─── Exercise materials ───

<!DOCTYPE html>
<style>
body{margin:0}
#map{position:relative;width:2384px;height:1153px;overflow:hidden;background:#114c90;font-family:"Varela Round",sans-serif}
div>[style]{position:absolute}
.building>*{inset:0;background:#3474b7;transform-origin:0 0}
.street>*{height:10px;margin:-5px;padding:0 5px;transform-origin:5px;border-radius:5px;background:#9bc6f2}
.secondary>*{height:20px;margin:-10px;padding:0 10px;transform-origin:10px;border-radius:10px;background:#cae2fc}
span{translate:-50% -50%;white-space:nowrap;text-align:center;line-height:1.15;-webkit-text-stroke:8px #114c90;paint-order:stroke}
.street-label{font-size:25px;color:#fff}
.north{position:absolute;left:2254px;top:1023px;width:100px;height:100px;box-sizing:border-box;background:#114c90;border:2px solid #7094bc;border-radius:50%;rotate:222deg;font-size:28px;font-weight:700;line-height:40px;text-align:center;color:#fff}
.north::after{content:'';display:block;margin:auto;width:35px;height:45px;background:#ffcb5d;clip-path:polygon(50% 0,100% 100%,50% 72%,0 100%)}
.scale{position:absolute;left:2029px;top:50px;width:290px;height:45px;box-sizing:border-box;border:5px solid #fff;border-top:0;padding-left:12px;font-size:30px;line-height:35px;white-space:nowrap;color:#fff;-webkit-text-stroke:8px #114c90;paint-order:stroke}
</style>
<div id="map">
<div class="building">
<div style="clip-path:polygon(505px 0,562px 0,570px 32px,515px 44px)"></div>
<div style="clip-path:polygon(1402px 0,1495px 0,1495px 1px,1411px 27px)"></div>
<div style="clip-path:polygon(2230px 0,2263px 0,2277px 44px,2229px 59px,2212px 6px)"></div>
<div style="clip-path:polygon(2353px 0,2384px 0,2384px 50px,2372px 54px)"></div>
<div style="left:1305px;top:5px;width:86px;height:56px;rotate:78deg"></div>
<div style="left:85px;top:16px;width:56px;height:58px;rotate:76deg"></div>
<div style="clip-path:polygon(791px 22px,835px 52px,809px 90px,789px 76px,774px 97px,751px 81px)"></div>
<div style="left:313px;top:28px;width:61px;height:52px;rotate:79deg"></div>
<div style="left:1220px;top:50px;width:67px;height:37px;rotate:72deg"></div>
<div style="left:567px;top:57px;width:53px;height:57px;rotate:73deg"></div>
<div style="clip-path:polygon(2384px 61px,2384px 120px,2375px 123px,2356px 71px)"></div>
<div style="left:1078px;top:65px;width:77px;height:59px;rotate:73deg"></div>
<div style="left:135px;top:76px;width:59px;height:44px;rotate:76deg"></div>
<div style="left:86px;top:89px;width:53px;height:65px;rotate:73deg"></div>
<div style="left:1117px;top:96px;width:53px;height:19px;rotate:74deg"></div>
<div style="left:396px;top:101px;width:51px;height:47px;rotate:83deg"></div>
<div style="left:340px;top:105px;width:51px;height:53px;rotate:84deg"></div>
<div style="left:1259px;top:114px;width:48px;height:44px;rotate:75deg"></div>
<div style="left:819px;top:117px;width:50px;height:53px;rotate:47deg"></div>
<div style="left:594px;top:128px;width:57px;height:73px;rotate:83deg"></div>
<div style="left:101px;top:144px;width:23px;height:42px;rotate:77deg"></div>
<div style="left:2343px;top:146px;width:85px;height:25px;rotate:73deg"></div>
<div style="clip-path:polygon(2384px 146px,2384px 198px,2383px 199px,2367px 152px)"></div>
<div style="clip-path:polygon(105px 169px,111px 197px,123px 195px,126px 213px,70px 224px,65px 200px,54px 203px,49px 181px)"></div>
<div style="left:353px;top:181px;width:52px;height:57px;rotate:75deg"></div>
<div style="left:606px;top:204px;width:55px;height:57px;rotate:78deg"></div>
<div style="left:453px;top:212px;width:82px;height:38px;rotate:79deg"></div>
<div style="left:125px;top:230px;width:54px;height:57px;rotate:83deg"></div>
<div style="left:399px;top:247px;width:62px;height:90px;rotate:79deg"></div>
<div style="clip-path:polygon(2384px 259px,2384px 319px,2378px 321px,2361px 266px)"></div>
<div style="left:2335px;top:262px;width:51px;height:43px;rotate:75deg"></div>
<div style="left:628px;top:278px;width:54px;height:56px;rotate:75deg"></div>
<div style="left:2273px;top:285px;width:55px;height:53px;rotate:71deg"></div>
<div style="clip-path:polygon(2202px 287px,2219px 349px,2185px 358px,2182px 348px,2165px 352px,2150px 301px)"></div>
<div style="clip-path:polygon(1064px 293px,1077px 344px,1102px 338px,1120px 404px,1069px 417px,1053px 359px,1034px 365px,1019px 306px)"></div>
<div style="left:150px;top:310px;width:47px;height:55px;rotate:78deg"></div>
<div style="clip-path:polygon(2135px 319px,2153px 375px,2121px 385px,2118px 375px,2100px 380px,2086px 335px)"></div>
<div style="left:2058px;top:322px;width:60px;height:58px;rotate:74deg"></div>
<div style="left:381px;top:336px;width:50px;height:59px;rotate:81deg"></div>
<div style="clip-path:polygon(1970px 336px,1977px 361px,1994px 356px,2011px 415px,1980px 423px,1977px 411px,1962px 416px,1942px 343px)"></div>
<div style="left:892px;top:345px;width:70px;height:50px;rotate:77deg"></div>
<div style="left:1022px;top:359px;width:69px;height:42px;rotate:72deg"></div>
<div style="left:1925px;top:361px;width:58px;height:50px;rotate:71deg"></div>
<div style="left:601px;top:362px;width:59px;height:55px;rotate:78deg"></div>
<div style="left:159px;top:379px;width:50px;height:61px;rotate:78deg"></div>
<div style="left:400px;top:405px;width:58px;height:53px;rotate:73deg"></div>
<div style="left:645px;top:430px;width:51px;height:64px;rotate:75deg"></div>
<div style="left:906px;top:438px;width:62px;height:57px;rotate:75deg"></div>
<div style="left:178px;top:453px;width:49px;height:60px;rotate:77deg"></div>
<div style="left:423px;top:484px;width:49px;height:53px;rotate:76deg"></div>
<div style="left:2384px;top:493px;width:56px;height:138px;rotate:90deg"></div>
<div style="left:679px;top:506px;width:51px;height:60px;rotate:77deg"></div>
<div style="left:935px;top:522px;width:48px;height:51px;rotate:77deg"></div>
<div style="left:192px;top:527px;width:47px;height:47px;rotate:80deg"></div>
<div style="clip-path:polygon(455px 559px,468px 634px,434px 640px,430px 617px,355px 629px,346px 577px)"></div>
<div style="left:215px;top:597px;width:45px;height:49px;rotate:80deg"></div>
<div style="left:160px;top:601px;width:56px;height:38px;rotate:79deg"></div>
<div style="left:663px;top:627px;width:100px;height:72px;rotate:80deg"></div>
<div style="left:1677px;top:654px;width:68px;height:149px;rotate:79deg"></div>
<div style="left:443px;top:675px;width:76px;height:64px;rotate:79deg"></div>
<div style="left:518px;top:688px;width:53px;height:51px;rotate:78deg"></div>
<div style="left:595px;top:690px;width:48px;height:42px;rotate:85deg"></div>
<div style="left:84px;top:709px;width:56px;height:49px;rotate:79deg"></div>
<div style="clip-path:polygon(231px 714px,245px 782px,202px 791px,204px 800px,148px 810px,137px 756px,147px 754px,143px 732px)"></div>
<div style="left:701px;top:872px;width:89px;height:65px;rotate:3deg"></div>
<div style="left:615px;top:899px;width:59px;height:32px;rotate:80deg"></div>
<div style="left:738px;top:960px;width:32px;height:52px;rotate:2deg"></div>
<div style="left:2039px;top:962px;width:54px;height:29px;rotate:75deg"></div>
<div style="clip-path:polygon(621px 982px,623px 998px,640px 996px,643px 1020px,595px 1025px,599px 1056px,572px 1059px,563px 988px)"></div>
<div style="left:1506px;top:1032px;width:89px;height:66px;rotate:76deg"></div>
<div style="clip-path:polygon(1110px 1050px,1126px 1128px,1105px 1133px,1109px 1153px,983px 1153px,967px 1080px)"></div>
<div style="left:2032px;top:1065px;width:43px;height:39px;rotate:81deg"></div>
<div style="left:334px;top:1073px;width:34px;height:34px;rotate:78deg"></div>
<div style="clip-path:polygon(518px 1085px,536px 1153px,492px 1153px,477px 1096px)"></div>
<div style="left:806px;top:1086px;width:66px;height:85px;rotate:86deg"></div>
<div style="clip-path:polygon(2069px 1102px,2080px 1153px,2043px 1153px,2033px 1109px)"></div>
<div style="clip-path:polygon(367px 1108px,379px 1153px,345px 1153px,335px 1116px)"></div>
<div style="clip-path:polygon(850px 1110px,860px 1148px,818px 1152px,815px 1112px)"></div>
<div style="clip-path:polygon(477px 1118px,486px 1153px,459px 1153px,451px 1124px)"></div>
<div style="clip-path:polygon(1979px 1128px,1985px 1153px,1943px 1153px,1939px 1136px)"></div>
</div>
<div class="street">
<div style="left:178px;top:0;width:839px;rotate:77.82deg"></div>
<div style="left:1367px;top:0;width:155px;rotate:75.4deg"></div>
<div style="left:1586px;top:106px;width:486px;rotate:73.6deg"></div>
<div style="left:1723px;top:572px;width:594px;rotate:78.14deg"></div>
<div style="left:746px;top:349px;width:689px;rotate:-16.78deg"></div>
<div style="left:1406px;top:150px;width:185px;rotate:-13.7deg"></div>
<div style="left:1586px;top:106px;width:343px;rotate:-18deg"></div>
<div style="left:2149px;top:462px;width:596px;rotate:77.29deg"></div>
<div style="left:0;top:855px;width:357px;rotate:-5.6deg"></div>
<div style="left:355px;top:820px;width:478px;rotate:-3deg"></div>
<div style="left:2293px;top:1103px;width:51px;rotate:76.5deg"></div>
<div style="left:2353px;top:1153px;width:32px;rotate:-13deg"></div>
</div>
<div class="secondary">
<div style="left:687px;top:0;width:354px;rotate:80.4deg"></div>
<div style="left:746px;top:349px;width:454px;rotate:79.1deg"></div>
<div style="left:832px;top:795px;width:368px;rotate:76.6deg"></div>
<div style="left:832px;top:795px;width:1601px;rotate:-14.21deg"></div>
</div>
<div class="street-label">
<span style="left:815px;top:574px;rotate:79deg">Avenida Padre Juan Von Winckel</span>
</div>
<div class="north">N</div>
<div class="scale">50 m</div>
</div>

───
─── Exercise materials ───

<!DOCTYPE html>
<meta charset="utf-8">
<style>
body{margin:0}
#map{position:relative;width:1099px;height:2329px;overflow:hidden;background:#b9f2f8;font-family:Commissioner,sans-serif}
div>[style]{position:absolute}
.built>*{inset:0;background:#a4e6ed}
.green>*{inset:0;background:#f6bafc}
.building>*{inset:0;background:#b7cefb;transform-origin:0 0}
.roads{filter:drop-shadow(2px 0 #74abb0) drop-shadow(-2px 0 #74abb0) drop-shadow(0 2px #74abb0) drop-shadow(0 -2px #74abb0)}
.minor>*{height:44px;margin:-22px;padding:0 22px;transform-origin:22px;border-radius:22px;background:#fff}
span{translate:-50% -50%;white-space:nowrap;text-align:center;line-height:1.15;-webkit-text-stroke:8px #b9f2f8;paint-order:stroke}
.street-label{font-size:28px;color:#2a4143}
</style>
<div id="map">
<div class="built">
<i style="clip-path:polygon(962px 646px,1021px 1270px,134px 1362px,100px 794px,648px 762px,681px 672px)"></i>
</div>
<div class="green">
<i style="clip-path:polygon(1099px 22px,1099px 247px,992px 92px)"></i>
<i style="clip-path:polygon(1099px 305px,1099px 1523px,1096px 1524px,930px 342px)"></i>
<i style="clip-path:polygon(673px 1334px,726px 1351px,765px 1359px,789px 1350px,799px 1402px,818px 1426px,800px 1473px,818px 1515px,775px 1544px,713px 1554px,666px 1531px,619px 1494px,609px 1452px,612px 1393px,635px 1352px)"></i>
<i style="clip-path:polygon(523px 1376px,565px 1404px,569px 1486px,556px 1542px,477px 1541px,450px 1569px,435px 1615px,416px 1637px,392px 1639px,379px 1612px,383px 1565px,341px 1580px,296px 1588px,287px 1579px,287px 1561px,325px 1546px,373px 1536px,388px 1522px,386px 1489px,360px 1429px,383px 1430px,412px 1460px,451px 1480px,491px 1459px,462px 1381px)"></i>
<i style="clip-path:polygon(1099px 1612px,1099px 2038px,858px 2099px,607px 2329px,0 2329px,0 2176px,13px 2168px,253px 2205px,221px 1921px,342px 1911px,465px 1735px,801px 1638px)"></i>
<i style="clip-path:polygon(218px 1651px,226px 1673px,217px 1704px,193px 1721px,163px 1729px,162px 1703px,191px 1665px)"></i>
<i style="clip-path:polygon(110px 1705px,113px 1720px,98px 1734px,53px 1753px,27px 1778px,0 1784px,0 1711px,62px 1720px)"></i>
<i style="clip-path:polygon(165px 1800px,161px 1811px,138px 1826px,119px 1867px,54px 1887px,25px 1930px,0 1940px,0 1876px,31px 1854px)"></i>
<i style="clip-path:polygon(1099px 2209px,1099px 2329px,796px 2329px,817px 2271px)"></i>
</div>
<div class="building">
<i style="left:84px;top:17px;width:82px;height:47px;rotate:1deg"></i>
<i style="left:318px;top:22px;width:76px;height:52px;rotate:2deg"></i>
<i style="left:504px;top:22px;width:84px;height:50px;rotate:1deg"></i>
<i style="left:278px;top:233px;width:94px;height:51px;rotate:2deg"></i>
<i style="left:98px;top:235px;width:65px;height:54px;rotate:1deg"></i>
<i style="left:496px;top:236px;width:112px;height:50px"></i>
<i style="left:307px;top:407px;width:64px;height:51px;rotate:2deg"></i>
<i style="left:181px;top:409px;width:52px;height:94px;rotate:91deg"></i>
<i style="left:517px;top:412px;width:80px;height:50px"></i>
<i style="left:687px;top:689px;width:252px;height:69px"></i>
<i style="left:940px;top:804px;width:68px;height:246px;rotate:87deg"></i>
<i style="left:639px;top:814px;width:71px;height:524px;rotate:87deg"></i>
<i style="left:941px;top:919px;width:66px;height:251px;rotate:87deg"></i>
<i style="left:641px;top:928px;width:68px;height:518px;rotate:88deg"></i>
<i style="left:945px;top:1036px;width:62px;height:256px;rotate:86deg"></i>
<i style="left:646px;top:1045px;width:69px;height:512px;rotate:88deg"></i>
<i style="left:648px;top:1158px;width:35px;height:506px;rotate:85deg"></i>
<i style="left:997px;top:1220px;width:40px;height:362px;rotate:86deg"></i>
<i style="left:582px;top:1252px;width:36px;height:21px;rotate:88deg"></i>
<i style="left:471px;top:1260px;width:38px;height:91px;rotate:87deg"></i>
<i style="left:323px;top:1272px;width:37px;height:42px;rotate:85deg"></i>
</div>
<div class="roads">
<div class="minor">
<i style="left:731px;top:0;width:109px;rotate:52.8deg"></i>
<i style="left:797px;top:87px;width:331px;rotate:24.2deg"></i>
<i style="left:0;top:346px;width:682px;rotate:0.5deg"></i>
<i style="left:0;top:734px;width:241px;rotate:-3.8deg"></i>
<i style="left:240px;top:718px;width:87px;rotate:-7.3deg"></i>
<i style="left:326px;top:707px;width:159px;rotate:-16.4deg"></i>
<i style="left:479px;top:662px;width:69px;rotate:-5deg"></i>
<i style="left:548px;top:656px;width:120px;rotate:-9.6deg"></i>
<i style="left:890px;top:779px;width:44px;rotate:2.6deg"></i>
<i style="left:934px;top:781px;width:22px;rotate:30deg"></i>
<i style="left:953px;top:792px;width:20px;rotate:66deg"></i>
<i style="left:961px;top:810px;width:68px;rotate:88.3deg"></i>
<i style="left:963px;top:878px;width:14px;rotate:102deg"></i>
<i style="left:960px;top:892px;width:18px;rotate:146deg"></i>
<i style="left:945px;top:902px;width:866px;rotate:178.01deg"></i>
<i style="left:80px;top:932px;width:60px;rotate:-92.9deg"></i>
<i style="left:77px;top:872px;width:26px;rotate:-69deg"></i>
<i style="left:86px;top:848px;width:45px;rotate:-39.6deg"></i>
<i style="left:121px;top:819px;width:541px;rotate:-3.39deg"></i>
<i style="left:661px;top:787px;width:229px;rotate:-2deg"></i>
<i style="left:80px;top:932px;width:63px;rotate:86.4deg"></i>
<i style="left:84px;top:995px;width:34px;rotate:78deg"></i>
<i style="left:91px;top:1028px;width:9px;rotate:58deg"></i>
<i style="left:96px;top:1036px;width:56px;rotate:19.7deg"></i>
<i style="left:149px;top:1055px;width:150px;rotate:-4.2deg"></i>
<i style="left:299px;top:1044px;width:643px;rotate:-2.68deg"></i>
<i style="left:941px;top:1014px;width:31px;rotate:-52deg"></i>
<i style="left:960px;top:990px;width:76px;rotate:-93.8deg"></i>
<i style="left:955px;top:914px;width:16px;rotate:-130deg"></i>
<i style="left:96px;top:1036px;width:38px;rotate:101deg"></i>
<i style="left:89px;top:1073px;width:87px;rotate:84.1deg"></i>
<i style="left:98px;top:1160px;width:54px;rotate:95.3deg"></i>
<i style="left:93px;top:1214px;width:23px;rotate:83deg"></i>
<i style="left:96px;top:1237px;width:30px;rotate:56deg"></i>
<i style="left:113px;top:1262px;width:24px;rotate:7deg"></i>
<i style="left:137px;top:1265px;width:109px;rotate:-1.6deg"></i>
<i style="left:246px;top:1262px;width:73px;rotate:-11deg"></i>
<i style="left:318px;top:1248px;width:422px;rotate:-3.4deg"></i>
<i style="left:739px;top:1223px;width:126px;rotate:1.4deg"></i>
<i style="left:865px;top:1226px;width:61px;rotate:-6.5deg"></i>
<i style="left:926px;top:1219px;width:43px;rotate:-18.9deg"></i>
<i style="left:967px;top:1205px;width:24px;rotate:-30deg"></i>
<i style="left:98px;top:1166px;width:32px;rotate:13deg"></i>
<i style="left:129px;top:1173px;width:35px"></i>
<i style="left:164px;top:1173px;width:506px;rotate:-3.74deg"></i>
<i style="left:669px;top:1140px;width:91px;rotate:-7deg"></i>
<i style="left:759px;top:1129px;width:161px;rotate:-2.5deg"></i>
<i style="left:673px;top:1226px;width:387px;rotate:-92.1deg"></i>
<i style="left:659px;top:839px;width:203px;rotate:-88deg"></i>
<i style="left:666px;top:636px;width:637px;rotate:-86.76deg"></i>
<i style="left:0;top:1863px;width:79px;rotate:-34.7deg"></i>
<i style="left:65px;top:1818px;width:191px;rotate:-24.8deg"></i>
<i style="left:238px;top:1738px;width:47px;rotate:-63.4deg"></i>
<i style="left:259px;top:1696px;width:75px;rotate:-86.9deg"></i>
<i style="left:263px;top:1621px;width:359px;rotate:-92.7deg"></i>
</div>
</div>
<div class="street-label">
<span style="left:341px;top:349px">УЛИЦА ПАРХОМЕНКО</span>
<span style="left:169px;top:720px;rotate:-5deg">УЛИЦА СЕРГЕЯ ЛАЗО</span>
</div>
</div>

───

▶ _What is expected_: Wherever the word "relative" turns up in the records, copy out the line it is on.

▶ _Answer area_:
#map{position:relative;width:2384px;height:1153px;overflow:hidden;background:#114c90;font-family:"Varela Round",sans-serif}
#map{position:relative;width:1099px;height:2329px;overflow:hidden;background:#b9f2f8;font-family:Commissioner,sans-serif}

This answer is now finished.